Eke: (eek) To earn a living, to supplement, or to make something last with great effort. (usually used in the phrase “to eke out”) From Old English ecan (increase). Ultimately from the Indo-European root aug- (increase), which also gave us auction, author, auctorial authorize, inaugurate, augment, august, auxiliary, nickname (“a nickname” is a splitting of the earlier “an ekename”, literally, an additional name), and wax (the verb). Earliest documented use: 888.
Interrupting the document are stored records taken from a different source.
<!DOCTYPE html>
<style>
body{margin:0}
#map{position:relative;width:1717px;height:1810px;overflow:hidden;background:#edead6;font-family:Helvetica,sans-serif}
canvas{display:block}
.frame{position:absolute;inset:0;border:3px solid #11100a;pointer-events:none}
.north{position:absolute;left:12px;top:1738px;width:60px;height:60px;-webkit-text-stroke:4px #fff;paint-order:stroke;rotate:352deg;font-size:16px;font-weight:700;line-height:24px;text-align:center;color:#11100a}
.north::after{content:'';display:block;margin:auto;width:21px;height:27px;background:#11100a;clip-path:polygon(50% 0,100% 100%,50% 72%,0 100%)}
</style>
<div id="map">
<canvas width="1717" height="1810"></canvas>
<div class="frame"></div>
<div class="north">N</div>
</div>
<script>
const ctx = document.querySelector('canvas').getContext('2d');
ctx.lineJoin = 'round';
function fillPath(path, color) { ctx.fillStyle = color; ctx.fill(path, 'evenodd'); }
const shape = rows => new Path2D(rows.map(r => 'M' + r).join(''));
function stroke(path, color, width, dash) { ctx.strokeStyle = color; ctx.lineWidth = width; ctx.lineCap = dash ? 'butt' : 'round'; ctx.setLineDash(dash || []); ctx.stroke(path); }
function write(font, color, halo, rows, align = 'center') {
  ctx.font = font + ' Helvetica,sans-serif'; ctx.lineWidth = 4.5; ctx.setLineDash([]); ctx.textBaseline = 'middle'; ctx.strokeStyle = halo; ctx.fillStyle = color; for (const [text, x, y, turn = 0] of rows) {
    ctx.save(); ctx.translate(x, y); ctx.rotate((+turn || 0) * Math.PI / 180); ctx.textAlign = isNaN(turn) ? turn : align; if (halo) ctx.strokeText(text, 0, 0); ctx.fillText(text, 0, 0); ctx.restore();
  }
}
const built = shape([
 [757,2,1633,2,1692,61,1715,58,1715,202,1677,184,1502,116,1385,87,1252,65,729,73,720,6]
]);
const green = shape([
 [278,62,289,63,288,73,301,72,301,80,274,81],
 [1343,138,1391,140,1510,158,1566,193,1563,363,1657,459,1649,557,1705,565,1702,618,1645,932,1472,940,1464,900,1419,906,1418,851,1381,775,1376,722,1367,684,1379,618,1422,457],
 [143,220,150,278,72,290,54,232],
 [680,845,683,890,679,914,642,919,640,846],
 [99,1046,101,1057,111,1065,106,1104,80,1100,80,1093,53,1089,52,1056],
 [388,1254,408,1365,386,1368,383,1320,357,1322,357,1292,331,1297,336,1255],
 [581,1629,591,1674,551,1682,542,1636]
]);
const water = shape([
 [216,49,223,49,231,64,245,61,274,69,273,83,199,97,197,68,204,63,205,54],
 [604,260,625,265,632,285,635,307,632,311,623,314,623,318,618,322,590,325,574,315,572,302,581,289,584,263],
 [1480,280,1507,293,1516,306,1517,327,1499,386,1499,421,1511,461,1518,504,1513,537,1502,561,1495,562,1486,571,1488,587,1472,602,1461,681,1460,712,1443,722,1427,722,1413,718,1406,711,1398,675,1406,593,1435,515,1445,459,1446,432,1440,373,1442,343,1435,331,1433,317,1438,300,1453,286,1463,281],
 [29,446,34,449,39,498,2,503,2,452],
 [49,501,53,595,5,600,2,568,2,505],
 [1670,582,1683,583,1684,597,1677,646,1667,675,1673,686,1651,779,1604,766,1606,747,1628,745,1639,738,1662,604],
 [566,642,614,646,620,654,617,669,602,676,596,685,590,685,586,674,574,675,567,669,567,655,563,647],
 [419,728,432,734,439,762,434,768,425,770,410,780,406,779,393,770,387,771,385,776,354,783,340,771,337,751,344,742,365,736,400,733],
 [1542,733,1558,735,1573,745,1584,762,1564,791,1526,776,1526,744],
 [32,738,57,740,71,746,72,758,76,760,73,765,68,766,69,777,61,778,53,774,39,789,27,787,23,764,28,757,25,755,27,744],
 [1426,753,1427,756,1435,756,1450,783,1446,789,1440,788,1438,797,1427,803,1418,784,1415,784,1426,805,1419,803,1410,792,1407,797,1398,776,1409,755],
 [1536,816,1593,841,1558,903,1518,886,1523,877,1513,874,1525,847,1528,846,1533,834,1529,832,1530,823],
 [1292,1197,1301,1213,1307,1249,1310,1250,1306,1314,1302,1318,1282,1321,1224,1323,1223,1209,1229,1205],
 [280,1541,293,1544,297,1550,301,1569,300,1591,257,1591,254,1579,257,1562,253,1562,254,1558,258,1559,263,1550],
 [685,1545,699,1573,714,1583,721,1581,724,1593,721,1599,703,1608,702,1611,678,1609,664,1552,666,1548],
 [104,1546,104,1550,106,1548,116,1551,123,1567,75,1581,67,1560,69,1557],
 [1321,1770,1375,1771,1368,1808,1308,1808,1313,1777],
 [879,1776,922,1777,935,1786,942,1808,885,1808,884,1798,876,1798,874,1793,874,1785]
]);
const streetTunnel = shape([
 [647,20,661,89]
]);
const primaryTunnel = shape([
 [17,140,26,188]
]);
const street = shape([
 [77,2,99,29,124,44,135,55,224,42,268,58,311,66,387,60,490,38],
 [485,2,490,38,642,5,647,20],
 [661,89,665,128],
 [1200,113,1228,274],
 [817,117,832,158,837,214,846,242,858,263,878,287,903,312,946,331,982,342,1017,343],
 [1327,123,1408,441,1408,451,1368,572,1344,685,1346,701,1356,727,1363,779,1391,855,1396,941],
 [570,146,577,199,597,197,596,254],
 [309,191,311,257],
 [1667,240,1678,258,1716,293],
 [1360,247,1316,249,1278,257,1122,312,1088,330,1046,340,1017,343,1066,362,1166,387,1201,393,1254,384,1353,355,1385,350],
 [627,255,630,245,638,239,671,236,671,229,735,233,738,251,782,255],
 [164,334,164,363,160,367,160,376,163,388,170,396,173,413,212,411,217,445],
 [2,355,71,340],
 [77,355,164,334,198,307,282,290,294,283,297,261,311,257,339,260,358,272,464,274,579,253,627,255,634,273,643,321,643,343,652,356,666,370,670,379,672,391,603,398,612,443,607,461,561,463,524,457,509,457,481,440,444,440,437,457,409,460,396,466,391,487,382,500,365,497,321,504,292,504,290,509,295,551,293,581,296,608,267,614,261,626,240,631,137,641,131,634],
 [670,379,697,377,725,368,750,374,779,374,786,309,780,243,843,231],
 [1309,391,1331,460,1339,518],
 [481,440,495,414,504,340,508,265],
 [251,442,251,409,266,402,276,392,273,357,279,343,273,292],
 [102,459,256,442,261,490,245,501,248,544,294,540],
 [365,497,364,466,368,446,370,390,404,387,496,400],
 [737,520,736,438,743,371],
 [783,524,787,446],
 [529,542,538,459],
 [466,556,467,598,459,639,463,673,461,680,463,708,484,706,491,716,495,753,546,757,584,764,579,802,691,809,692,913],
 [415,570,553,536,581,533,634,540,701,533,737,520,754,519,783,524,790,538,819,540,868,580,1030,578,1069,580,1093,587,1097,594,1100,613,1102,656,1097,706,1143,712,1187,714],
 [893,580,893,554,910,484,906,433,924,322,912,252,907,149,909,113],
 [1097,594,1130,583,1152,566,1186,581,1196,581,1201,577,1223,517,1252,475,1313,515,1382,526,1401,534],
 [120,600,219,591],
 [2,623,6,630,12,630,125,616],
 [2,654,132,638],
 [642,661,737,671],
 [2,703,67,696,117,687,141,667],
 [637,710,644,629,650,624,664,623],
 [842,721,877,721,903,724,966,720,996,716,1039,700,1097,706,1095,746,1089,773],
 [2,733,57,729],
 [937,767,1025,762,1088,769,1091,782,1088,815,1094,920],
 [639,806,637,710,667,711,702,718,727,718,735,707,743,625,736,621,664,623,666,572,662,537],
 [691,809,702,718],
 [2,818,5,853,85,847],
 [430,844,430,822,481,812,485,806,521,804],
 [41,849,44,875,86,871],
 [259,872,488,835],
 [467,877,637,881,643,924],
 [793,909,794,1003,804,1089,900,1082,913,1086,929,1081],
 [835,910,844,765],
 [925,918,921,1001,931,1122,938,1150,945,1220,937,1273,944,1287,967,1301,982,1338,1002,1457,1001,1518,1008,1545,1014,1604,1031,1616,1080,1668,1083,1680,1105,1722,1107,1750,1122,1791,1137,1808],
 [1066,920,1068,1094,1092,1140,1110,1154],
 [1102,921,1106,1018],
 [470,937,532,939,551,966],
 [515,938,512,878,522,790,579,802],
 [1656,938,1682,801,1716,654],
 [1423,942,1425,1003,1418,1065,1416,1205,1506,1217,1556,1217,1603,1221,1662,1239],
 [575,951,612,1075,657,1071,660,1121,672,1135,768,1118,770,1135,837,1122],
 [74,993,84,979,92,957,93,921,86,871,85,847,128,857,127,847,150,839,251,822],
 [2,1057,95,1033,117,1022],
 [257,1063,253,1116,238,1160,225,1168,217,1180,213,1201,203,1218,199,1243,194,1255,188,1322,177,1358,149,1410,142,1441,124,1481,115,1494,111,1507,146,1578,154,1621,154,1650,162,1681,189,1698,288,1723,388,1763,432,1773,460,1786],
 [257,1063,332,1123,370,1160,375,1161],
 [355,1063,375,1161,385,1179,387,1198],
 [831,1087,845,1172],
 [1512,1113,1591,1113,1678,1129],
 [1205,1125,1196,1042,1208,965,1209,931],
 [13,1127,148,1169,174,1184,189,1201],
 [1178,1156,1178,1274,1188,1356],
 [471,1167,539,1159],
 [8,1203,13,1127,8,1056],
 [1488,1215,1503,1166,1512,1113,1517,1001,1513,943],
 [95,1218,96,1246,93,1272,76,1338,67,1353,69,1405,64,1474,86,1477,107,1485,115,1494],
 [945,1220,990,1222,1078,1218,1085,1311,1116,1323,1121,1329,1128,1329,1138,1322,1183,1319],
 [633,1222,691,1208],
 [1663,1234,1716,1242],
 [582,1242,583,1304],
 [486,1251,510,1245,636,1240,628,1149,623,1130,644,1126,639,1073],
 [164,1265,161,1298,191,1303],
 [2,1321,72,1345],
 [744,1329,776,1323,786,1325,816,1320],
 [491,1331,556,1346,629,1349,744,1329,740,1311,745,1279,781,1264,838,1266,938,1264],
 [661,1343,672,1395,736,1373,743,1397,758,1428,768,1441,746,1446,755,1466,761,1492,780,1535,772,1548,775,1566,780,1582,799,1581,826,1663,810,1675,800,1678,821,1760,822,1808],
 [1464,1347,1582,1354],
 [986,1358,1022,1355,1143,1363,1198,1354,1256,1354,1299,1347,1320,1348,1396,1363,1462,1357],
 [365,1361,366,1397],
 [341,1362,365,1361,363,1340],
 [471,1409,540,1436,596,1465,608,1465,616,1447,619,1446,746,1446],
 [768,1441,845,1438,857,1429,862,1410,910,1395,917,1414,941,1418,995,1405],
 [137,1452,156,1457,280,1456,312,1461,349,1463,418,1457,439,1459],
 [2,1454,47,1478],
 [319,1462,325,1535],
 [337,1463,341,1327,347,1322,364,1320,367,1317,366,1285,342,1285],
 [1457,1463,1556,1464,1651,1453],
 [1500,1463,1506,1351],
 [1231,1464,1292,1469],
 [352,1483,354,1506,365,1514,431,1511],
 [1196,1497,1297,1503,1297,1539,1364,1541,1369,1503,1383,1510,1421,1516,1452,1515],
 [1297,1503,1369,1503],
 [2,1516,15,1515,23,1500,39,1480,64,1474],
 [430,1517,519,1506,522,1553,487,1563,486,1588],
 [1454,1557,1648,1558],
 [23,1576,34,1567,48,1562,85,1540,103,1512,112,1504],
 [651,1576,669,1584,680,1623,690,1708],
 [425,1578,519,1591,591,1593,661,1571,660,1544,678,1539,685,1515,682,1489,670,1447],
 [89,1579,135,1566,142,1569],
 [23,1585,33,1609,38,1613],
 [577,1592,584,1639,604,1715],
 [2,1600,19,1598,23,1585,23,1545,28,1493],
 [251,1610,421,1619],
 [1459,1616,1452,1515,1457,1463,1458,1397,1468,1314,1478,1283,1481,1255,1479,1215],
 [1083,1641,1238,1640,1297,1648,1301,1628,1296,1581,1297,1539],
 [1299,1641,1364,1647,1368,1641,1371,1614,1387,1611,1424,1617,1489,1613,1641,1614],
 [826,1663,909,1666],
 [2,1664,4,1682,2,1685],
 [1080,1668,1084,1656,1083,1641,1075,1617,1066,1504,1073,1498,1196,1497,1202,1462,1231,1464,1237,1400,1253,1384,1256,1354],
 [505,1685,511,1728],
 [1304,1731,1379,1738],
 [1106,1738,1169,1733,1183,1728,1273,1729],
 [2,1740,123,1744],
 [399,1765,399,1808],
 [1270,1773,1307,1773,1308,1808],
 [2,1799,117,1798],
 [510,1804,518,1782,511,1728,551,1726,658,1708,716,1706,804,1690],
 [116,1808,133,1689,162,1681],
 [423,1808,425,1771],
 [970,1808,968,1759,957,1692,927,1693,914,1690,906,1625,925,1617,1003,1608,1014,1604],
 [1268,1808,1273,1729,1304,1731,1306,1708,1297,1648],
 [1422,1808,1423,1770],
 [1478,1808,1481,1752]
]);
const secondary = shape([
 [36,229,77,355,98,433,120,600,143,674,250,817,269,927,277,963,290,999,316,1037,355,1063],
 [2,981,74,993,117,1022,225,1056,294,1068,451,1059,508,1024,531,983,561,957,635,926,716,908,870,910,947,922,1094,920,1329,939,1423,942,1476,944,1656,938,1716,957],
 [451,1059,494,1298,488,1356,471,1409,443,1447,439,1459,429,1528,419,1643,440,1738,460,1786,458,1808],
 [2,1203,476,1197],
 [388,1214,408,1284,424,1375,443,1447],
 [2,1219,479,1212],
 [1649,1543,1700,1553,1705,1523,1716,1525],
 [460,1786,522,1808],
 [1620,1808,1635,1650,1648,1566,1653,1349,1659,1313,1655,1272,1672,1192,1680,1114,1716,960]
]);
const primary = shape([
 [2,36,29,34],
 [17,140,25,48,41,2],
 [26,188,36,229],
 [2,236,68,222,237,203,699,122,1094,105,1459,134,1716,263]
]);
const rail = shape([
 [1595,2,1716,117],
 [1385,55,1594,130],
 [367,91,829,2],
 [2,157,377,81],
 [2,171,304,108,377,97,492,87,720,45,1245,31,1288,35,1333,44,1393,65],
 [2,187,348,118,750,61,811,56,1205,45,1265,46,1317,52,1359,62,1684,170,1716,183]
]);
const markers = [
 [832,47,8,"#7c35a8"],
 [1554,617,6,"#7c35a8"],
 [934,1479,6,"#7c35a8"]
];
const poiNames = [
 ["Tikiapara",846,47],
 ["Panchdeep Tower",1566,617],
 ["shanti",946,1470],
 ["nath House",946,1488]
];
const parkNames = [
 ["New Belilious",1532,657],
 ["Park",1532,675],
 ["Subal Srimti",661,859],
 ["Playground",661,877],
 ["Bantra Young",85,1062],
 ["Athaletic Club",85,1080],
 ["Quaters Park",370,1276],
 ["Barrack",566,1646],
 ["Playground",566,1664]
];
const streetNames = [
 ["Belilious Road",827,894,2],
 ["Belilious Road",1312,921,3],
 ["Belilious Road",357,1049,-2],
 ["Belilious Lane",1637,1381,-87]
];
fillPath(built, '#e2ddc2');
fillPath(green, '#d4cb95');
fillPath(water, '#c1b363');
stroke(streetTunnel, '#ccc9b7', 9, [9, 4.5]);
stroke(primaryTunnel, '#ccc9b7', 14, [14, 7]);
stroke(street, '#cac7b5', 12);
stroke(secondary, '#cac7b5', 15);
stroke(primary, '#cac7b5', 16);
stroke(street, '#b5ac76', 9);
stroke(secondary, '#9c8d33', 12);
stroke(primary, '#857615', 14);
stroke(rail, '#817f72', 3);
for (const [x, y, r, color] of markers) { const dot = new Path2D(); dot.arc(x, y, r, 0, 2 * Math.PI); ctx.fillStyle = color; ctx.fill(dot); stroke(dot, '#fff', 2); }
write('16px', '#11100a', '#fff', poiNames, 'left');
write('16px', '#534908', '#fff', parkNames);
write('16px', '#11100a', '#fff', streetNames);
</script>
Assay: A-SAY. To analyze (something, such as an ore) for one or more specific components. From the same root, the Middle French essai, meaning "test" or "effort"
Turpitude: TER-puh-tood. Inherent baseness: depravity; also: a base act. Turpitude came to English from Latin turpitudo by way of Middle French. Turpitudo comes from turpis, which means "vile" or "base."
Ludic: LOO-dik of, relating to, or characterized by play : playful.
The word was created in 1940 by psychologists. They wanted a term to describe what children do, and they came up with "ludic activity." It can refer to architecture that is playful, narrative that is humorous and even satirical, and literature that is light. Ludic is ultimately from the Latin noun ludus, which refers to a whole range of fun things—stage shows, games, sports, even jokes. The more familiar word ludicrous also traces back to the same source.